Assessment and monitoring

As systemic treatment may be required for bullous pemphigoid for long periods, the extent and severity of the disease should be recorded carefully at baseline and at follow-up appointments. The following aspects may be considered.

• Body sites affected (skin and mucous membranes)
• Type of lesion: transient and non-transient
• Numbers of lesions: blisters, urticarial weals, eczematous plaques,
• Severity of itch
• Observation point: initial phase, active treatment, reducing treatment, maintenance phase on minimal treatment, or complete remission off treatment
• Current treatment

The Bullous Pemphigoid Disease Area Index has separate scores for skin and mucous membrane activity.

Blood pressure, body weight, DEXA bone scan, and blood tests are required to monitor therapy, as medications used for bullous pemphigoid may have serious side effects in some patients.

Pitfalls of treatments

1. Patients with bullous pemphigoid are often elderly and frail.

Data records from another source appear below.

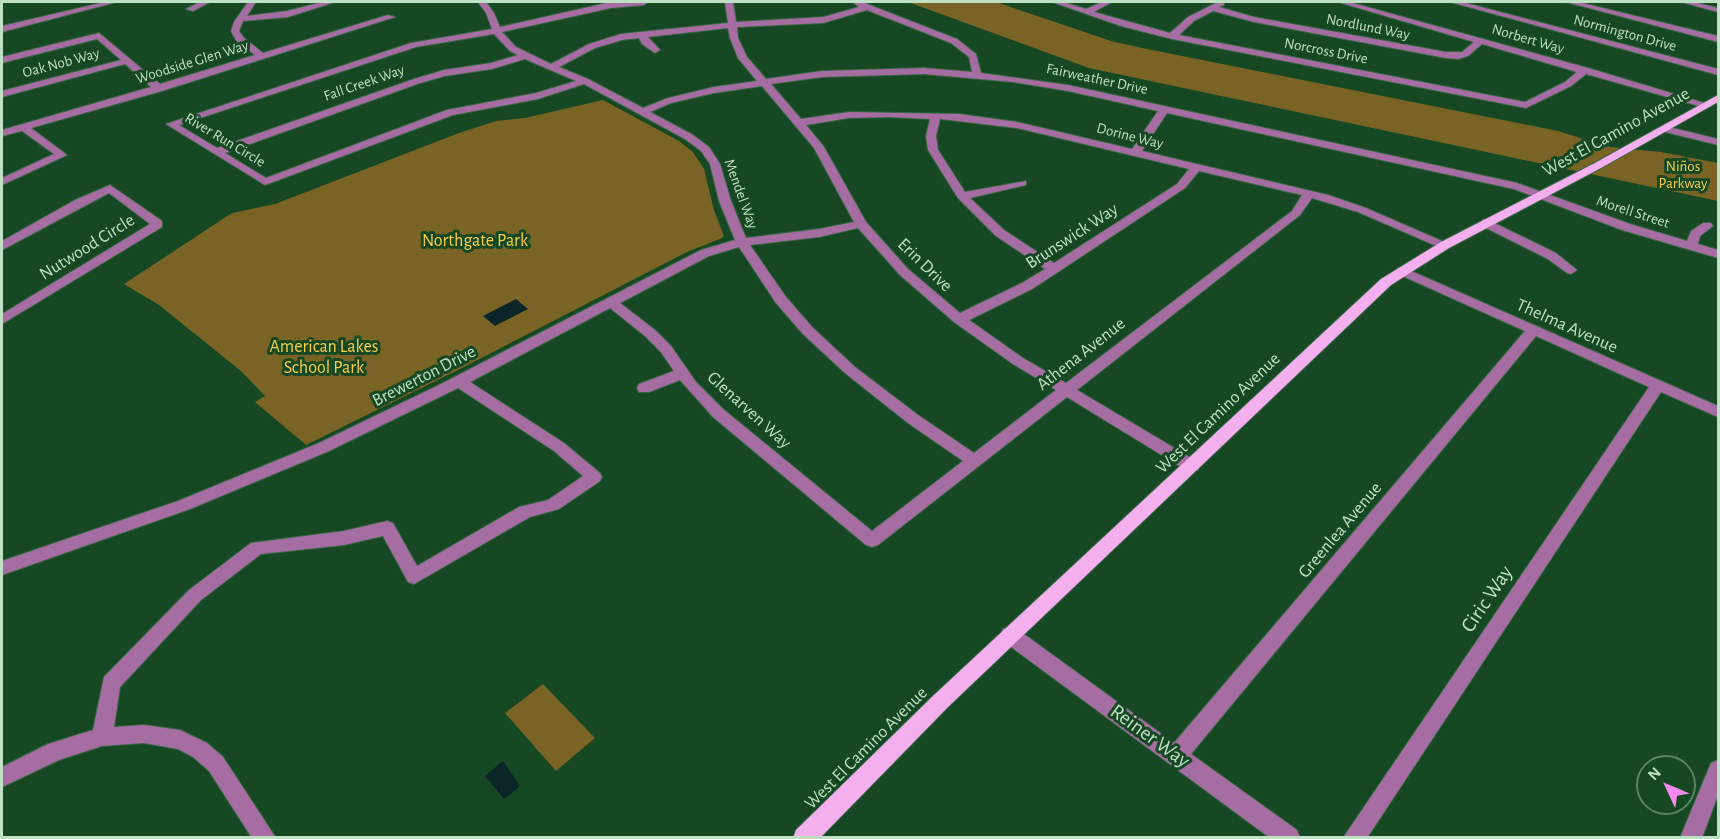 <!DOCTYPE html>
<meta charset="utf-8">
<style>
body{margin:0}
#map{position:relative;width:1720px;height:839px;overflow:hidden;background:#154823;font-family:"Alegreya Sans",sans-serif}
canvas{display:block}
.frame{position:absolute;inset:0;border:3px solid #bfe0c4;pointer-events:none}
.north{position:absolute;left:1636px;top:755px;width:60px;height:60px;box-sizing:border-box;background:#154823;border:2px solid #598563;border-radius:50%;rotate:314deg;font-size:16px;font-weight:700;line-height:24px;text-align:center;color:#bfe0c4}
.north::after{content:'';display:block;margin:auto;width:21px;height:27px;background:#f589ef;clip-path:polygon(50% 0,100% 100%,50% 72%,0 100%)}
</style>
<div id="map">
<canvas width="1720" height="839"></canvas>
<div class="frame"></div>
<div class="north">N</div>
</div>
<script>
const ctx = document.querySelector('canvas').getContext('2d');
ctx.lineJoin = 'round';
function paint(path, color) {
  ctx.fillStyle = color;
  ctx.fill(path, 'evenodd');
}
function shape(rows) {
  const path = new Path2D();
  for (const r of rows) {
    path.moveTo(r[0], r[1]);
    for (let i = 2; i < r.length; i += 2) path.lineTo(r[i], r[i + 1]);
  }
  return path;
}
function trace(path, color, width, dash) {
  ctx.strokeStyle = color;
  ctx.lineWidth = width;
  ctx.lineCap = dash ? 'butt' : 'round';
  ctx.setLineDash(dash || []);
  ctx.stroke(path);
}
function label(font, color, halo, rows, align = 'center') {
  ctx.font = font + ' "Alegreya Sans",sans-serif';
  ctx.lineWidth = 6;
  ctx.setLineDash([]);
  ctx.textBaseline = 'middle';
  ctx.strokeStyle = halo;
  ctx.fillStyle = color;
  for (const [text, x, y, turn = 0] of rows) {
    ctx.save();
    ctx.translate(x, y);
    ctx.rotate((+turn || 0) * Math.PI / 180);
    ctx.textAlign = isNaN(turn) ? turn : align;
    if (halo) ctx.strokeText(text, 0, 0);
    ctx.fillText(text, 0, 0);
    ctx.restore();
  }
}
paint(shape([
 [908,2,996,2,1111,41,1142,48,1558,131,1610,147,1661,152,1718,163,1718,201,1089,68],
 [603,100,679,141,693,152,704,169,714,210,724,236,722,238,687,252,460,369,306,445,255,402,265,396,241,371,159,305,124,284,232,213,275,204,459,133,496,121,525,118],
 [543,684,595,738,556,771,505,713]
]), '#7a6425');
paint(shape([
 [516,299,528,309,495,326,483,316],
 [503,761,520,786,504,799,485,776]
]), '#0b2529');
const minor = shape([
 [105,2,117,2,2,32,2,26,105,2],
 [200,2,210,2,193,11,186,9,200,2],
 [248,2,256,2,247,16,287,11,323,2,335,2,288,17,243,21,239,31,244,38,263,53,388,15,395,17,162,91,31,128,67,155,2,185,2,178,54,154,22,131,2,136,2,130,151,87,125,64,2,97,2,91,121,60,97,39,2,63,2,57,99,33,160,84,255,55,237,42,231,31,234,22,248,2],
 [478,2,486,2,494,13,500,27,611,2,648,2,644,5,611,8,502,32,516,47,551,64,589,44,621,34,728,23,725,2,733,2,736,22,823,17,859,7,854,3,862,2,957,39,976,54,981,73,1068,85,1517,183,1630,224,1687,241,1691,231,1703,223,1711,223,1713,226,1700,236,1698,244,1718,250,1718,258,1622,230,1514,189,1167,113,1142,151,1328,195,1366,208,1451,245,1449,248,1441,248,1358,212,1312,198,1300,215,1077,390,1198,462,1200,466,1198,470,1186,470,1067,397,878,545,872,547,866,545,713,417,680,380,649,392,639,392,637,388,639,384,674,371,661,352,645,336,610,308,470,382,564,443,600,473,602,477,600,481,559,509,530,517,414,584,408,582,383,536,344,545,261,554,201,600,120,687,114,727,144,725,180,730,207,743,223,757,276,838,252,838,209,771,193,757,178,749,144,743,102,746,59,760,2,787,2,767,48,744,93,730,104,677,189,590,251,543,344,531,387,521,393,523,417,566,519,507,548,500,583,476,554,451,458,388,329,451,190,509,2,575,2,561,178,501,319,443,439,385,701,250,735,240,719,201,710,164,701,151,685,139,584,84,538,99,453,115,265,185,166,124,411,43,492,29,486,13,478,2],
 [867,10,951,43,969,57,972,72,924,68,822,71,766,79,747,57,738,38,737,27,823,23,867,10],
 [728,28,730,38,738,58,757,81,714,87,668,98,643,108,588,79,559,67,595,48,622,40,639,38,642,44,655,53,660,50,648,37,728,28],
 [494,34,510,51,518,55,491,63,444,70,414,79,217,148,179,125,416,47,494,34],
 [525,59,576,81,536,93,447,110,266,178,225,153,420,83,445,76,492,69,525,59],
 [924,74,1013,82,1068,91,1158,111,1132,149,1017,122,959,114,849,112,801,119,771,84,822,77,924,74],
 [762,86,814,148,854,222,819,229,746,238,731,201,720,164,709,147,693,135,650,112,671,103,714,93,762,86],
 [888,117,930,119,926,136,928,150,958,198,996,236,1045,269,1022,283,960,313,908,269,866,222,824,147,806,125,849,118,888,117],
 [940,119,1017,128,1189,169,1177,184,1054,263,1004,230,970,198,1026,185,1026,181,965,192,938,150,936,136,940,119],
 [1199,171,1302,195,1292,211,1066,383,1023,358,969,320,1032,289,1058,272,1185,188,1199,171],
 [858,228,900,275,954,322,1013,364,1056,390,974,453,918,415,855,367,813,328,786,297,750,245,819,237,858,228],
 [739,247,776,303,803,334,845,373,908,423,963,461,872,531,723,409,696,382,671,346,655,330,620,303,709,256,739,247],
 [1052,2,1063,2,1086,9,1102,2,1112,2,1094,12,1170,33,1188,17,1218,2,1224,2,1224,5,1219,7,1254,17,1446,52,1462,52,1474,42,1338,2,1349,2,1588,68,1711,105,1706,108,1586,74,1571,86,1526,108,1172,39,1121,26,1052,2],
 [1213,11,1254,22,1446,58,1458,59,1468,56,1482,44,1577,72,1565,82,1525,102,1179,35,1194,21,1213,11],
 [1450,2,1462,2,1718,69,1718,75,1450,2],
 [1566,2,1578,2,1718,36,1718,42,1566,2],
 [1681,2,1693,2,1718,8,1718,12,1681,2],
 [1665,126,1718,139,1718,145,1661,131,1661,127,1665,126],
 [110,185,162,221,162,227,2,324,2,314,150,224,109,193,2,250,2,241,75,200,110,185],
 [1486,219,1556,253,1577,270,1571,274,1567,273,1548,259,1482,226,1482,220,1486,219],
 [1402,267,1718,406,1718,417,1661,392,1367,838,1343,838,1649,387,1536,336,1191,754,1297,830,1300,838,1270,838,1003,641,1001,635,1003,629,1010,627,1017,629,1174,743,1525,331,1398,274,1396,271,1398,268,1402,267],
 [1718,760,1718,795,1702,838,1680,838,1711,763,1718,760]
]);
const major = shape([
 [1718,95,1718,102,1601,168,1449,248,1391,285,948,707,820,838,793,838,796,830,934,695,1381,279,1441,242,1593,164,1718,95]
]);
trace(minor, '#376643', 2);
trace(major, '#376643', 2);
paint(minor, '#a56da1');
paint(major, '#f4afee');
label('15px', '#bfe0c4', '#154823', [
 ["Nordlund Way",1368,27,11],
 ["Normington Drive",1625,33,15],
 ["Norbert Way",1528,39,16],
 ["Norcross Drive",1326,51,11],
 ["Woodside Glen Way",192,62,-17],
 ["Oak Nob Way",61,63,-15],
 ["Fairweather Drive",1097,79,12],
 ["Fall Creek Way",364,83,-19],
 ["Dorine Way",1130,136,14],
 ["River Run Circle",225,140,31],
 ["Mendel Way",741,194,70],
 ["Morell Street",1633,212,18]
]);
label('15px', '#fccd45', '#154823', [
 ["Niños",1683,166],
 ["Parkway",1683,183]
]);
label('18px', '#bfe0c4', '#154823', [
 ["West El Camino Avenue",1616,132,-29],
 ["Brunswick Way",1072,236,-33],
 ["Nutwood Circle",87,247,-32],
 ["Erin Drive",925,265,44],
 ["Thelma Avenue",1567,326,24],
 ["Athena Avenue",1081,354,-38],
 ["Brewerton Drive",424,376,-27],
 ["Glenarven Way",749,410,42],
 ["West El Camino Avenue",1218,413,-44],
 ["Greenlea Avenue",1340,530,-50],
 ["West El Camino Avenue",866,748,-45]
]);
label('18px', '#fccd45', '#154823', [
 ["Northgate Park",475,241],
 ["American Lakes",324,347],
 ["School Park",324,368]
]);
label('21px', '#bfe0c4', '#154823', [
 ["Ciric Way",1487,599,-56],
 ["Reiner Way",1150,736,36]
]);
</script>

They tolerate high-dose systemic steroid therapy poorly. Do not be reluctant to add low doses of a steroid-sparing agent to allow for reduction in the systemic steroid dose. Complications usually occur when systemic steroid dose is not reduced judiciously.
2. Potential complications of systemic steroids and immunosuppressants must be carefully sought in all patients so treated.
3. Other bullous diseases such as epidermolysis bullosa acquisita, erythema multiforme, and bullous drug eruptions may clinically resemble pemphigoid and may explain atypical therapeutic responses.
4. Immunosuppression may result in reactivation of herpes simplex or varicella zoster virus infection. These bullous infectious diseases may be generalized and simulate a flare of the pemphigoid.

Bullous pemphigoid treatment diet

There is no diet specifically for bullous pemphigoid. However, a regular exercise combined with a healthy diet that’s rich in vitamin D, calcium and phosphates will help minimize the side effects of long term corticosteroids use.